Je n'ai pas souvent contribué à l'engorgement des urgences de Sainte-Justine, comme celui qui sévit actuellement, mais j'avoue que je m'y suis retrouvée au moins deux fois. Tard le soir. Par dépit. Poussée par un réseau de la santé qui a fini par me convaincre que c'était la chose à faire.

Quand on est un parent, voyez-vous, aller aux urgences n'est pas une source de relaxation. Peut-être que certaines personnes âgées y vont pour se faire des amis et trouver un peu d'attention. Pas les parents. Le parent ne veut pas aller aux urgences.

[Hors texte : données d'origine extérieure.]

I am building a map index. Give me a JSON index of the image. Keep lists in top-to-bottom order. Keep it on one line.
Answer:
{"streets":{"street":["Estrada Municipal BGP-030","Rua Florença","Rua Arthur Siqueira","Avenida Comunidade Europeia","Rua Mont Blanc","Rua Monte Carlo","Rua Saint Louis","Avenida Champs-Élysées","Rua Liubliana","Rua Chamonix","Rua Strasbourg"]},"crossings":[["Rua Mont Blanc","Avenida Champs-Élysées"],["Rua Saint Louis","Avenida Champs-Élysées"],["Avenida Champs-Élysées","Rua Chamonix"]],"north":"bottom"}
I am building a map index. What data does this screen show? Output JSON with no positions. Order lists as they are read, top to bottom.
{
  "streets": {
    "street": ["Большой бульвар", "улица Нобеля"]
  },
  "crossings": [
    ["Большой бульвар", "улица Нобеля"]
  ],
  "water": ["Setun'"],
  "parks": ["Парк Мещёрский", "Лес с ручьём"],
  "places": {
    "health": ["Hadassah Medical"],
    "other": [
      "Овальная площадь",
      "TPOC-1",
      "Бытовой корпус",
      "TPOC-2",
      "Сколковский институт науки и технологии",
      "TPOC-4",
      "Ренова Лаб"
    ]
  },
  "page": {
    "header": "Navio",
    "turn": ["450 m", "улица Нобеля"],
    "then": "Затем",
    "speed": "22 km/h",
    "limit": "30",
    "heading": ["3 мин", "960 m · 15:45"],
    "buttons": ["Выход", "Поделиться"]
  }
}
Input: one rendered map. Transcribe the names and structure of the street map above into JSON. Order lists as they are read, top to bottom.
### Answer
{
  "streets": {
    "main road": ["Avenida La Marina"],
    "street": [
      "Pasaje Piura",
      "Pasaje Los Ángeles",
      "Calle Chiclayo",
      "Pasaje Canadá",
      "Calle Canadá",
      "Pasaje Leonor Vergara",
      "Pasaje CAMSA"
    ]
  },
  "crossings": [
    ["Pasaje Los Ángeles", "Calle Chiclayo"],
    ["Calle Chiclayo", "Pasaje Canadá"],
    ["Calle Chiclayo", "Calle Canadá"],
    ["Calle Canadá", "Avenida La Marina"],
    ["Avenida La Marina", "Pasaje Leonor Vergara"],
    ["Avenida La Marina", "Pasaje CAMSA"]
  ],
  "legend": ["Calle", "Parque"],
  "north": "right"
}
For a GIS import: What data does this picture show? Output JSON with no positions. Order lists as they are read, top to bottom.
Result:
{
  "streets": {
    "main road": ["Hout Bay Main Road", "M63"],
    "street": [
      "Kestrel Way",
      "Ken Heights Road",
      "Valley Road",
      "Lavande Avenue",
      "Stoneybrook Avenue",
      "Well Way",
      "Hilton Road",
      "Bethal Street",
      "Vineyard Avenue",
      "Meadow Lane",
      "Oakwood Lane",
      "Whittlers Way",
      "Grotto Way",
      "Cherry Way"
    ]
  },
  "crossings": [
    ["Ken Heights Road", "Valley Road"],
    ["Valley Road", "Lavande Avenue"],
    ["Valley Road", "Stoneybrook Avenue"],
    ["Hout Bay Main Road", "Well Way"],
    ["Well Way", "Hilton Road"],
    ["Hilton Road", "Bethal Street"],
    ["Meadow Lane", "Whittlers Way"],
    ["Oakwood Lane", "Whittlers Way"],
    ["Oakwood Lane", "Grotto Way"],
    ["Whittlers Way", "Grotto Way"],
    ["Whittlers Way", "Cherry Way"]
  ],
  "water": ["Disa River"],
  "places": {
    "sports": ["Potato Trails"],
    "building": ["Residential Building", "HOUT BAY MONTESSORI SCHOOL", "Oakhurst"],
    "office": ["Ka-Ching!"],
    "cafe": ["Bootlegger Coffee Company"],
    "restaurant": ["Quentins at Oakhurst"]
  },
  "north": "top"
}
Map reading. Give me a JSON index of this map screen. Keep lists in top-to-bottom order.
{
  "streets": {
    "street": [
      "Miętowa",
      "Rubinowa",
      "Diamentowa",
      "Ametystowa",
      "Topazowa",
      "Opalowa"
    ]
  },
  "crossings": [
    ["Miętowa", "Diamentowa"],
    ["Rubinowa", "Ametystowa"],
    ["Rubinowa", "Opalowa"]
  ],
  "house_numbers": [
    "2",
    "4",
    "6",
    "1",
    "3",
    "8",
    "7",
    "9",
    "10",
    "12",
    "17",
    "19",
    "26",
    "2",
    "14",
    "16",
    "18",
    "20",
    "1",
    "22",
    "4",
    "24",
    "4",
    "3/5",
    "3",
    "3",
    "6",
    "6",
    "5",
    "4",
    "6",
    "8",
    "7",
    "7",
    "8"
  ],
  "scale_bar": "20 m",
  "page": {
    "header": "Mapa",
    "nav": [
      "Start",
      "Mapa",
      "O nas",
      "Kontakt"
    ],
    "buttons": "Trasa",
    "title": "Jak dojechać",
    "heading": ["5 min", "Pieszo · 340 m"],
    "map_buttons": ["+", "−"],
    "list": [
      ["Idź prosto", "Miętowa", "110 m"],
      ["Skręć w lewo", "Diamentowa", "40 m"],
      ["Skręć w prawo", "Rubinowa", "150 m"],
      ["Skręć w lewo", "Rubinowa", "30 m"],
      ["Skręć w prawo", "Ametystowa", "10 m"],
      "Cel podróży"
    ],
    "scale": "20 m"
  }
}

Mais il y aboutit, parce qu'il est inquiet. Parfois pour de bonnes raisons. Parfois pas.

Les parents qui engorgent les urgences sont souvent ceux de cette seconde catégorie. Ceux qui s'inquiètent trop et qui pensent gérer ainsi leurs crises d'angoisse.

Évidemment, ils devraient avoir d'autres oreilles à qui confier leurs craintes. Mais, on connaît la ritournelle: il n'y a pas assez de médecins de famille, pas assez de conseils et de soins médicaux accessibles facilement. C'est ce problème que la chef péquiste Pauline Marois veut régler en trouvant un docteur pour tout le monde.

Mais est-ce d'une pluie de nouveaux médecins que nous avons besoin? Ou n'est-ce pas plutôt, ou à tout le moins aussi, une meilleure gestion de l'inquiétude?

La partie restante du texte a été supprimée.